The getUserMedia API adds dynamic sources such as microphones and cameras - the characteristics of these sources can change in response to application needs. These sources can be considered to be dynamic in nature. A <video> element that displays media from a dynamic source can either perform scaling or it can feed back information along the media pipeline and have the source produce content more suitable for display.
Note: This sort of feedback loop is obviously just enabling an "optimization", but it's a non-trivial gain. This optimization can save battery, allow for less network congestion, etc...
This proposal assumes that MediaStream
sinks (such as <video>
, <audio>
,
and even RTCPeerConnection
) will continue to have mechanisms to further transform the source stream beyond that
which the states, capabilities, and constraints described in this proposal offer. (The sink transformation options, including
those of RTCPeerConnection
are outside the scope of this proposal.)
The act of changing or applying a track constraint may affect the state of all tracks sharing that source and consequently all down-level sinks
that are using that source. Many sinks may be able to take these changes in stride, such as the <video>
element or RTCPeerConnection
.
Others like the Recorder API may fail as a result of a source state change.
The RTCPeerConnection
is an interesting object because it acts simultaneously as both a sink and a source for over-the-network
streams. As a sink, it has source transformational capabilities (e.g., lowering bit-rates, scaling-up or down resolutions, adjusting frame-rates), and as a
source it could have its own settings changed by a track source (though in this proposal sourceTypes of type "remote"
do not consider
the current constraints applied to a track).
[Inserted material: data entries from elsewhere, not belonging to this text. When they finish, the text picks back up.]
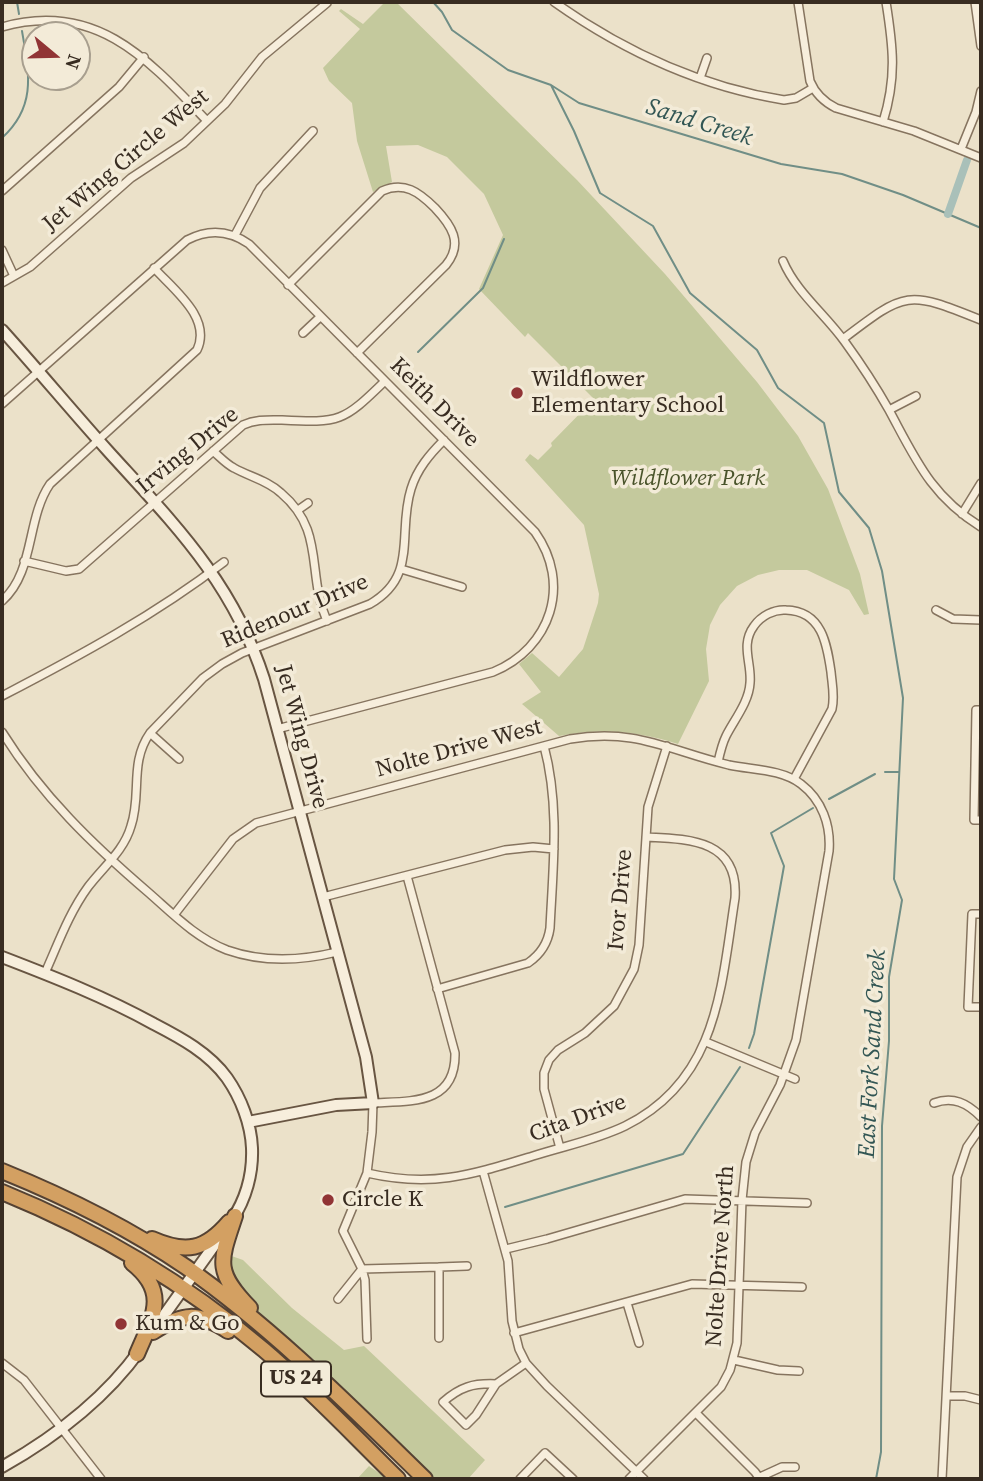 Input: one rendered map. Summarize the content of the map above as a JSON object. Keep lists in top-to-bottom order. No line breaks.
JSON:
{"streets":{"highway":["US 24"],"main road":["Jet Wing Drive"],"street":["Jet Wing Circle West","Keith Drive","Irving Drive","Ridenour Drive","Nolte Drive West","Ivor Drive","Cita Drive","Nolte Drive North"]},"crossings":[["Keith Drive","Irving Drive"],["Keith Drive","Ridenour Drive"],["Keith Drive","Jet Wing Drive"],["Irving Drive","Jet Wing Drive"],["Ridenour Drive","Jet Wing Drive"],["Jet Wing Drive","Nolte Drive West"],["Jet Wing Drive","Cita Drive"],["Nolte Drive West","Ivor Drive"],["Nolte Drive West","Nolte Drive North"],["Ivor Drive","Cita Drive"]],"water":["Sand Creek","East Fork Sand Creek"],"parks":["Wildflower Park"],"places":["Wildflower Elementary School","Circle K","Kum & Go"],"north":"right"} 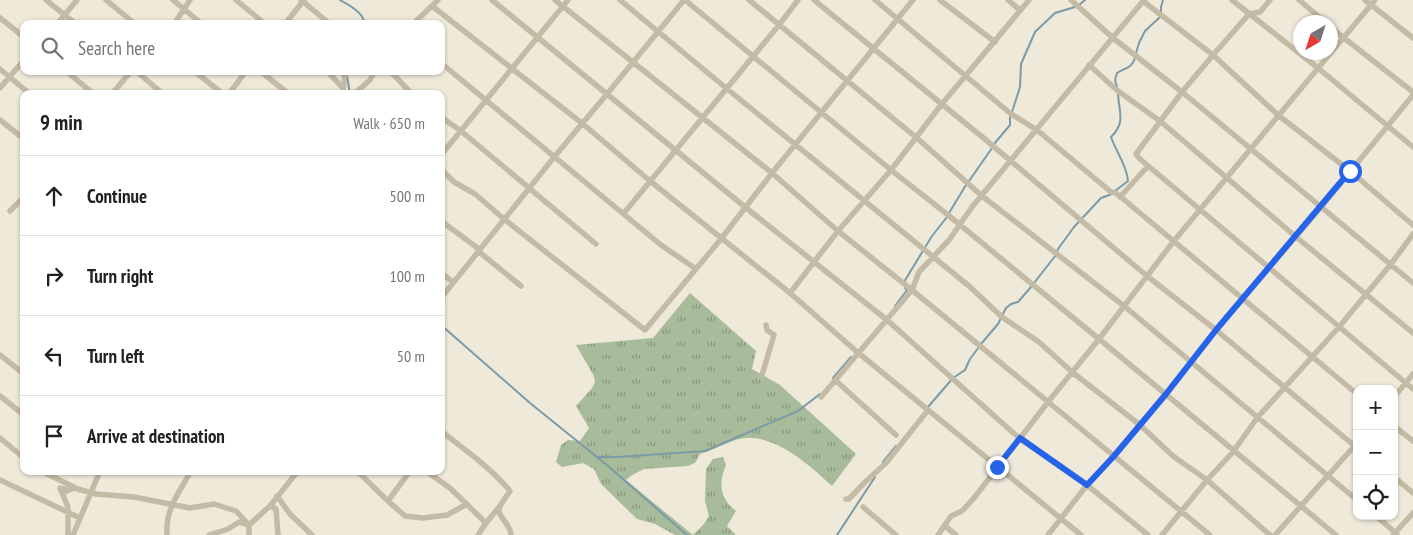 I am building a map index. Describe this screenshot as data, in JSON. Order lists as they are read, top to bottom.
{
  "north": "bottom left",
  "page": {
    "search": "Search here",
    "heading": ["9 min", "Walk · 650 m"],
    "list": [
      ["Continue", "500 m"],
      ["Turn right", "100 m"],
      ["Turn left", "50 m"],
      "Arrive at destination"
    ],
    "map_buttons": ["+", "−"]
  }
} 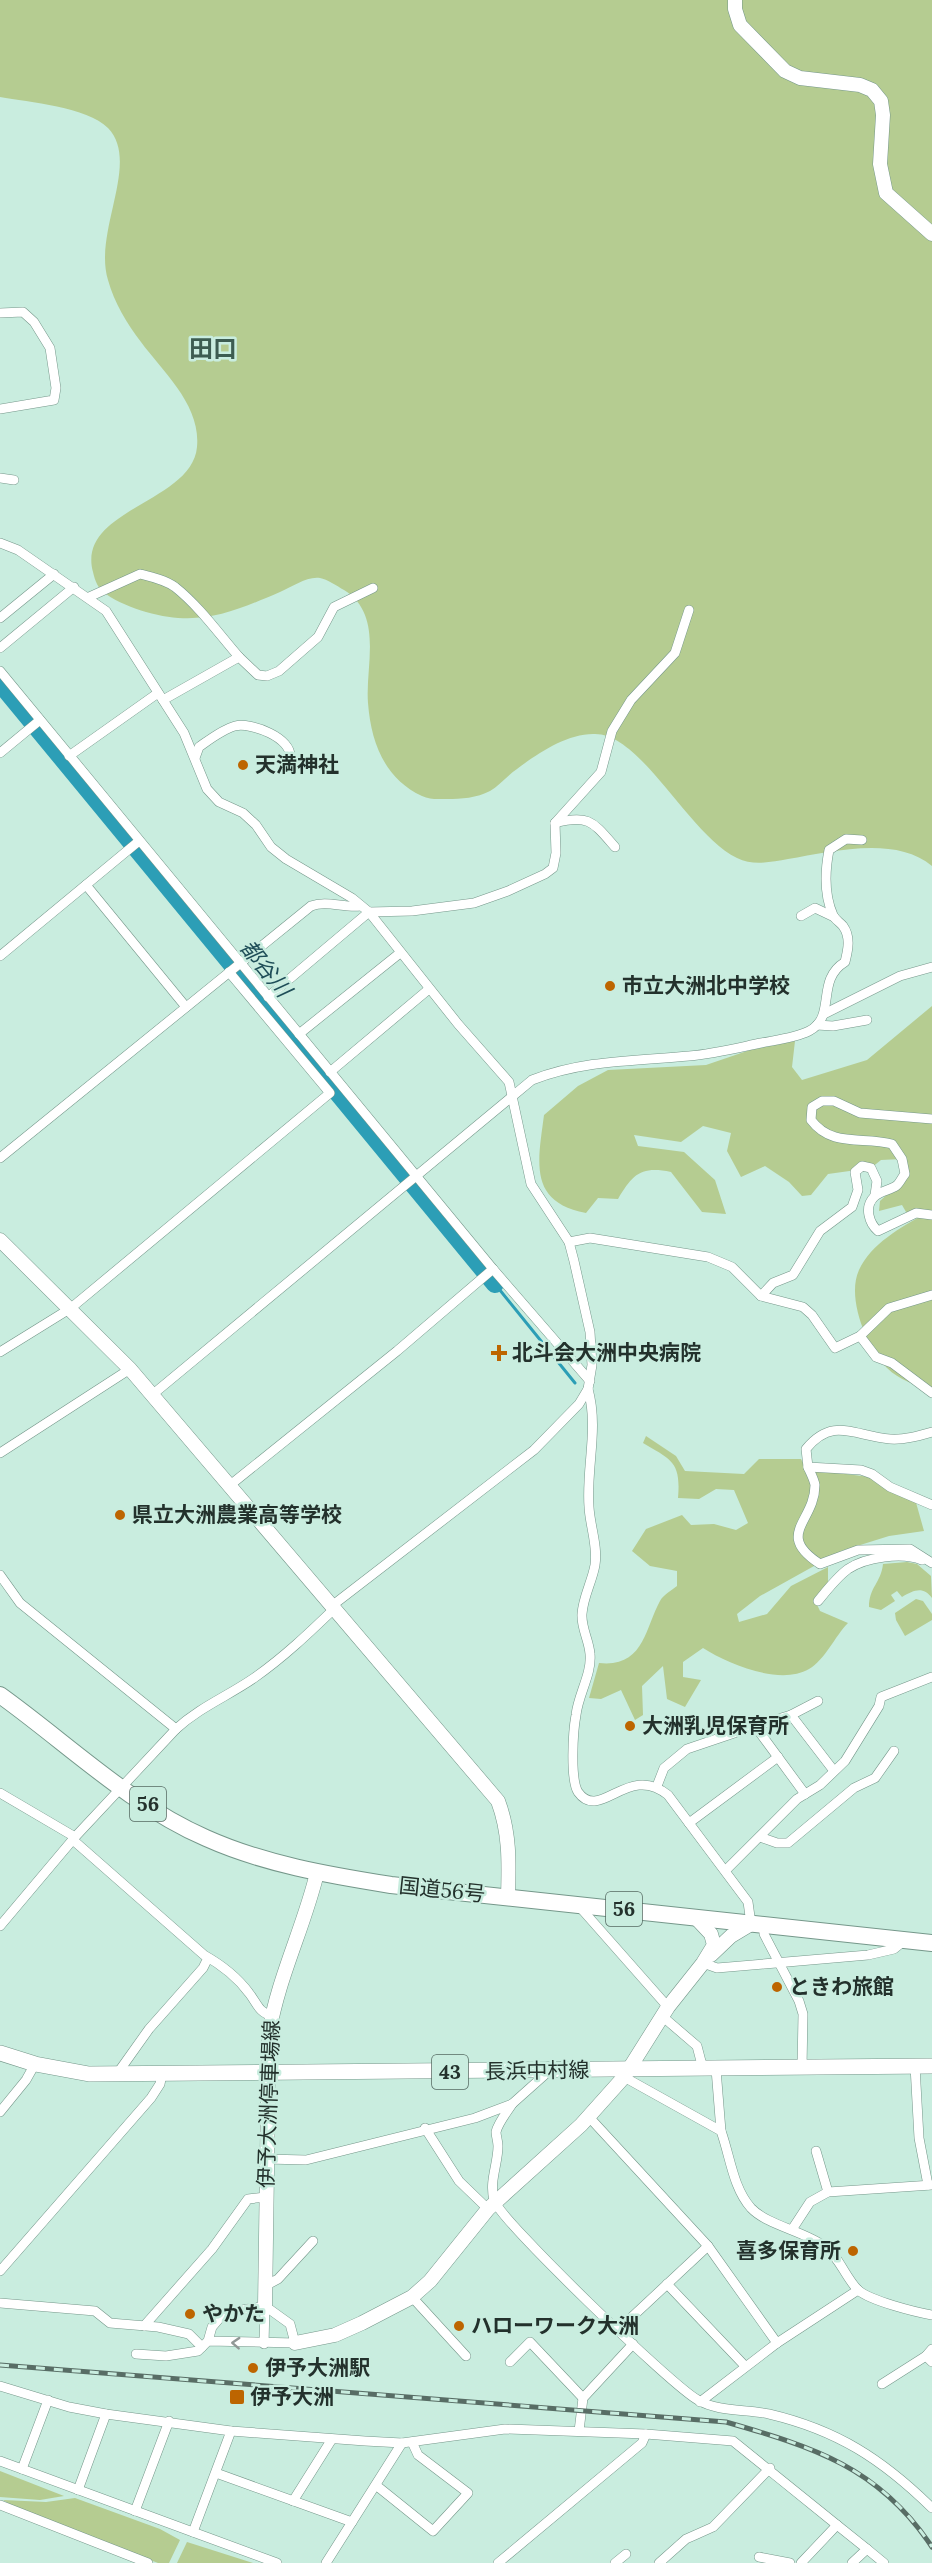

To illustrate how changes to a given source impact various sinks, consider the following example. This example only uses width and height, but the same
principles apply to any of the states exposed in this proposal. In the first figure a home client has obtained a video source
from its local video camera. The source's width and height state are 800 pixels by 600 pixels, respectively. Three MediaStream
objects on the
home client contain tracks that use this same sourceId. The three media streams are connected to three different sinks, a <video>
element (A),
another <video>
element (B), and a peer connection (C). The peer connection is streaming the source video to an away client. On the away client
there are two media streams with tracks that use the peer connection as a source. These two media streams are connected to two <video>
element
sinks (Y and Z).
Note that at this moment, all of the sinks on the home client must apply a transformation to the original source's provided state dimensions. A is scaling the video up (resulting in loss of quality), B is scaling the video down, and C is also scaling the video up slightly for sending over the network. On the away client, sink Y is scaling the video way down, while sink Z is not applying any scaling.
Using the constraint APIs defined in the next section, the home client's video source is changed to a higher resolution (1920 by 1200 pixels).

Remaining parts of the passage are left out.